Reputation Management

Four Best Ways to Protect Your Hard-Earned Reputation

National Ethics Association - Saturday, November 19, 2011
Concerned about your online reputation? Don’t have money to hire an expensive reputation-management firm? Relax. You can implement strategies on your own to enhance how prospects and clients perceive you.

At the National Ethics Association, we believe in running the most ethical and operationally excellent business possible. That is the ultimate way to build a strong reputation. And this isn’t something you do in a day, a week, or even a month. Building reputation the old fashioned way depends on making the right choices in every area of your business month after month, year after year.

But once you commit to doing so, there are some easy and practical steps you can take to better protect and grow your reputation online. Here are four of them:

1. Take control of your identity. First thing to do: Control the use of your identity on the Internet. That means setting up accounts in your business name (or your personal name) on sites such as Facebook, LinkedIn, Twitter, YouTube, WordPress, and Naymz. Why go through the bother of setting up accounts you have no plans to use? Because this prevents a competitor or disgruntled customer from doing so and using them to launch a smear campaign. Since there are hundreds of potential sites out there, doing this even for only the top sites will be tedious. Fortunately, KnowEm.com will check the major social networking sites for you and tell you which sites are still available. Then for an additional fee, it can claim your name on all those sites.

2. Track what people are saying about you online. Your best resource: Google Alerts. This service is great for tracking mentions on the web, news, blogs, video, and groups. But don’t just search for your personal name. Also request alerts for product names, brand names, and names of key employees. By clicking on all five Google Alert options, it will search everything for you. Also consider using the free Google Reader service. Just ask Google to send your alert as an RSS feed to Google Reader, which displays them beautifully. Also consider saving searches on Yahoo Alerts and Twitter and running them on Technorati (for blogs) and Monitor This (for multiple search engines). You can also search discussion boards (Google Groups and Yahoo Groups, for instance) with boardtracker.com.

3. Start growing your online reputation.

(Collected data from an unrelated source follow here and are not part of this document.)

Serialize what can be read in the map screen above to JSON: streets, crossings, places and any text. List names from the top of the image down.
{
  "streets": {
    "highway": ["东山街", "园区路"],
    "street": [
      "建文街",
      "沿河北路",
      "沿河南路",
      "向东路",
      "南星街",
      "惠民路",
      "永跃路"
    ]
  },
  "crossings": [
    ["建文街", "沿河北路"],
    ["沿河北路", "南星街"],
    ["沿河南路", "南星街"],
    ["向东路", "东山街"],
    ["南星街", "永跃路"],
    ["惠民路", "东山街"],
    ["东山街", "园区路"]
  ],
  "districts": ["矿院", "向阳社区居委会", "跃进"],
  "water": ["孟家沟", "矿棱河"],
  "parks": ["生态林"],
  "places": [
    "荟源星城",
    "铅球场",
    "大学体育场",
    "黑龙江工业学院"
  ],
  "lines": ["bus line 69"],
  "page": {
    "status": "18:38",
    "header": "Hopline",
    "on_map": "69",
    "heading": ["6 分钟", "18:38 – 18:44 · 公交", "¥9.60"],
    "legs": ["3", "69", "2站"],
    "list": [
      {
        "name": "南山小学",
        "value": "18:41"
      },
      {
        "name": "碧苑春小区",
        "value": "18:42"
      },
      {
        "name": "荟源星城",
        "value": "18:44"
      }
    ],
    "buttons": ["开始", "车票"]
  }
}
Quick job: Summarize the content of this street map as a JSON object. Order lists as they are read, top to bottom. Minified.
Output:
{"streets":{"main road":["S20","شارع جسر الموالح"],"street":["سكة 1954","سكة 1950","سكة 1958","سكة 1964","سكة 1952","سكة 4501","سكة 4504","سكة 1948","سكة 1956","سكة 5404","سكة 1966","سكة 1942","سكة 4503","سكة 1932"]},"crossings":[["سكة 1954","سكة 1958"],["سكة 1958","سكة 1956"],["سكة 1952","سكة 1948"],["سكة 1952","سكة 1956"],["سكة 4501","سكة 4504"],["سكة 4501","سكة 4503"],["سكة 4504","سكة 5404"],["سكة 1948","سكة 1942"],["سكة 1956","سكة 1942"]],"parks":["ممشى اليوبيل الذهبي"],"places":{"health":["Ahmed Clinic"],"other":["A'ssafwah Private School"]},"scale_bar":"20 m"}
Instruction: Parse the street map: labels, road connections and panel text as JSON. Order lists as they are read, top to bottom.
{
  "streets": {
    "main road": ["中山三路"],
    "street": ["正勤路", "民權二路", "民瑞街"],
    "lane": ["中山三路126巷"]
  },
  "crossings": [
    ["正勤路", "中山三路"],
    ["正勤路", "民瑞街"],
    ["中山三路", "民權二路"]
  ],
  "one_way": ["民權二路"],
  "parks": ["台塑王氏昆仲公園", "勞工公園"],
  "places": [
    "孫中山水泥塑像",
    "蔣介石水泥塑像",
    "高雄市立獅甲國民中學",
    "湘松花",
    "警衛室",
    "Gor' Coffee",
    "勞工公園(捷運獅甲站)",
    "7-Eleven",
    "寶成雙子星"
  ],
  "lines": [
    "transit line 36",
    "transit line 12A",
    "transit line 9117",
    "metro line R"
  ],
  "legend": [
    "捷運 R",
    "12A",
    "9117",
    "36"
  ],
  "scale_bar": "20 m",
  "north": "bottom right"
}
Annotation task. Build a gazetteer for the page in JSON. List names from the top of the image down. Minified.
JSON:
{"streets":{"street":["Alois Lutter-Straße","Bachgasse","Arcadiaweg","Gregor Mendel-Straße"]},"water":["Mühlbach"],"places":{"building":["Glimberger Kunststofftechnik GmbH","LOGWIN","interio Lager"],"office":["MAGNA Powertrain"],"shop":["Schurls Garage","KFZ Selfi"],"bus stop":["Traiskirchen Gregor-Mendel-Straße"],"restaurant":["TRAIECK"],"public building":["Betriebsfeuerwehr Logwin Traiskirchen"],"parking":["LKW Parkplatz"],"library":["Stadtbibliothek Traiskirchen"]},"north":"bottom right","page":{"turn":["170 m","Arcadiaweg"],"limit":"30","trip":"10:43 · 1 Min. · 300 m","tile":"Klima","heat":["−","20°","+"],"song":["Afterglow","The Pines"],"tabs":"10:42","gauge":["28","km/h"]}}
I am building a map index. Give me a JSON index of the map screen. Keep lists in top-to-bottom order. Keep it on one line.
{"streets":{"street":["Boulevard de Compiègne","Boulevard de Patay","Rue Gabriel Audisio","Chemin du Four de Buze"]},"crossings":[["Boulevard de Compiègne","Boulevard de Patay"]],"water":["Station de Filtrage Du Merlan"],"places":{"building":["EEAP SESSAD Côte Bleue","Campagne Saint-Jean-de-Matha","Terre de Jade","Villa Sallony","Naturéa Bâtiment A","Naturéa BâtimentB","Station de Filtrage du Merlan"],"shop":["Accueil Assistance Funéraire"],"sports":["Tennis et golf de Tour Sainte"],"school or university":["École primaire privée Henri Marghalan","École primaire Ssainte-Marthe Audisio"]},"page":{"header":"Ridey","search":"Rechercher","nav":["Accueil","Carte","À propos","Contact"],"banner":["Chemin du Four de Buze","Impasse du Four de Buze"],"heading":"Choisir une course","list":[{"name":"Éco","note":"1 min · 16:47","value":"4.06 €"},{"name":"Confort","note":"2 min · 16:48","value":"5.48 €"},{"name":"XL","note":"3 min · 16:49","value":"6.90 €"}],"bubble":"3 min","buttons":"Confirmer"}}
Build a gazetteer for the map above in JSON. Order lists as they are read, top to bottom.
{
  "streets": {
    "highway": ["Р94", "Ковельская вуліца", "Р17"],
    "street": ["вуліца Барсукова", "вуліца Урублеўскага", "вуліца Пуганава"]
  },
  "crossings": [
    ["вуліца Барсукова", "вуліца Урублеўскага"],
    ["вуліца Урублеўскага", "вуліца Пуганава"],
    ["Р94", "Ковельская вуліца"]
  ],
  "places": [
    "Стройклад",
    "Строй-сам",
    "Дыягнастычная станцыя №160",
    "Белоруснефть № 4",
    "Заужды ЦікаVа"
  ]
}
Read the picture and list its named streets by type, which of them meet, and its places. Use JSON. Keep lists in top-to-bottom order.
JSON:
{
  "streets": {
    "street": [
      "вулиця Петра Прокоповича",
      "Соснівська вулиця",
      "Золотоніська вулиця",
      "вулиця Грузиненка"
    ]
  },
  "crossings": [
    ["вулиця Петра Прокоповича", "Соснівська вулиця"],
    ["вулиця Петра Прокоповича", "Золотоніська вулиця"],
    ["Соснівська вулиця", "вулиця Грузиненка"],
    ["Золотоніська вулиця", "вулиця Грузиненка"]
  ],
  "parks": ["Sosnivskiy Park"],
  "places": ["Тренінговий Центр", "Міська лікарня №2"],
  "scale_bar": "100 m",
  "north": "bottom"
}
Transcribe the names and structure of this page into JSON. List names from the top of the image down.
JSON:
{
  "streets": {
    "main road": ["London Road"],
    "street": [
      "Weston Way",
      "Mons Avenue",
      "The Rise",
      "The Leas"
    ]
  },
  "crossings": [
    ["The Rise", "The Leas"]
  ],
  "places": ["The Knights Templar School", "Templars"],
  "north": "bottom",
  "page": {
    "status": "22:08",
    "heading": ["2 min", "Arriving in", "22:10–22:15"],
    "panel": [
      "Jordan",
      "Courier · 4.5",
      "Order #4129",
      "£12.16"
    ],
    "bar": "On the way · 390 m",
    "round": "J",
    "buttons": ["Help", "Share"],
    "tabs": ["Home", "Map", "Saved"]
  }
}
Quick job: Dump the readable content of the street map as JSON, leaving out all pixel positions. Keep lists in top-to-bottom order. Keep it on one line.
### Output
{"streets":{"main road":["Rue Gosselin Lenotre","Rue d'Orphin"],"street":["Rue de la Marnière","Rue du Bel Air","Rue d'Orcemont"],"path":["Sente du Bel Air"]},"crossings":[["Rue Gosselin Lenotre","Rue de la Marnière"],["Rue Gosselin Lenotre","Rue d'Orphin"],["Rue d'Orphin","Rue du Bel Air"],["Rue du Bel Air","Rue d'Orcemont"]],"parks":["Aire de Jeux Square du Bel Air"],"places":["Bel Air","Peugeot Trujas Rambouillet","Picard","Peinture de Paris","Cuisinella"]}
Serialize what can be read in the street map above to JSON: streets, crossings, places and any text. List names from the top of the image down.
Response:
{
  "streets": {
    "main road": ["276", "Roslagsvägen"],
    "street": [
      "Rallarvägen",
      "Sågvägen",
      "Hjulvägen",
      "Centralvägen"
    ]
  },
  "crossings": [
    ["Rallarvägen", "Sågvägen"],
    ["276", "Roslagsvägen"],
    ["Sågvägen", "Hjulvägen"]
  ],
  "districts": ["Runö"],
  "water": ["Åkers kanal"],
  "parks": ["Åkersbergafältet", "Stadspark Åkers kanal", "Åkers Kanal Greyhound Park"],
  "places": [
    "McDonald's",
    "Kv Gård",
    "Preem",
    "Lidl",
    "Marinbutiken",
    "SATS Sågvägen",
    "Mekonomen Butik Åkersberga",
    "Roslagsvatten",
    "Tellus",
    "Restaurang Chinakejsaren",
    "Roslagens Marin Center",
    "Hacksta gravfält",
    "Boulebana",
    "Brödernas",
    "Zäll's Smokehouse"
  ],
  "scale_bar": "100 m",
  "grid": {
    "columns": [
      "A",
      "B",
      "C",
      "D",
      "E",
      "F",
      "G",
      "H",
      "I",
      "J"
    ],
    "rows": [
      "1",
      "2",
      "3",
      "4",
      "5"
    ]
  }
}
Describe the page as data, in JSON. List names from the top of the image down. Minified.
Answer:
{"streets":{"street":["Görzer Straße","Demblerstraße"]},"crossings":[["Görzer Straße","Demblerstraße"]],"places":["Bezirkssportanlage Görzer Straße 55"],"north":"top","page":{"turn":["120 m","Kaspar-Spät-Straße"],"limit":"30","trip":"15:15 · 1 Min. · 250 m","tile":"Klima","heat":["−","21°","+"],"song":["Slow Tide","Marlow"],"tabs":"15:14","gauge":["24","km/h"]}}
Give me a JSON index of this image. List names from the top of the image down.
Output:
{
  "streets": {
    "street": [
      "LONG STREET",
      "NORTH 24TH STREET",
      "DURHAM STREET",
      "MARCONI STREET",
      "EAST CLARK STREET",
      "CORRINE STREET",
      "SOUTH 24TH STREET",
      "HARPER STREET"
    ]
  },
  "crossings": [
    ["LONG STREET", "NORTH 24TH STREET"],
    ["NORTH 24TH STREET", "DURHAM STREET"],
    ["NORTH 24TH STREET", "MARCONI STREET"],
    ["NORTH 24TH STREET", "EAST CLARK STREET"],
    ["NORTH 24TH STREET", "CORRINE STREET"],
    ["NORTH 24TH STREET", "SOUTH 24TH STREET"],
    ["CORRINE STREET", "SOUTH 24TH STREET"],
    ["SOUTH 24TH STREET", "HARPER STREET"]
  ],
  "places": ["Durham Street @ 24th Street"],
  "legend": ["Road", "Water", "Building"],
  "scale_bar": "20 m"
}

Your two main options are thought-leadership publishing and social network engagement. For the first, make sure your web site is stocked with well-written content that conveys your professional strengths, all properly seeded with your name (be consistent) and desired search-engine terms. Also consider sharing your insights in a company newsletter, blog, or podcast. You can also repurpose much of your content on industry publications and blogs. Other avenues for establishing your authority include hosting a meet up (on Meetup.com), answering questions on Yahoo.com and LinkedIn, hosting a special event, issuing press releases, and posting a video on YouTube. But don’t stop there. A big part of enhancing your reputation is not just publishing content, but also engaging with people on your industry’s social networks, forums, and groups. Strive to be polite and helpful at all times on such groups, and never spam members with overtly promotional content.

4. Respond appropriately to online criticism. If you have an online presence, it will only be a matter of time before someone attacks your reputation. The best way to respond: Acknowledge the negative comment as quickly as possible. Then research the situation to determine if the claim is true or false. If it’s true, apologize and offer to rectify the problem offline. If the negative comment is out of proportion or unbalanced, feel free to put it in its proper context. However, if the comment is false, ask the site owner to retract or remove it. If the site owner doesn’t respond, be sure to correct the attack in the article’s, review’s, or post’s comment section.

The whole field of online reputation management can be complex. And there is a lot riding on maintaining a sterling professional reputation. So if you come under serious attack, it may be time to call in a reputation-management expert. But for the vast majority of firms, the above four strategies will suffice.

Finally, never forget that your reputation will only reflect the underlying nature of your business. If you strive to be ethically and operationally excellent, your reputation will be excellent, too. And the better it is, the more immune it will be to malicious attacks.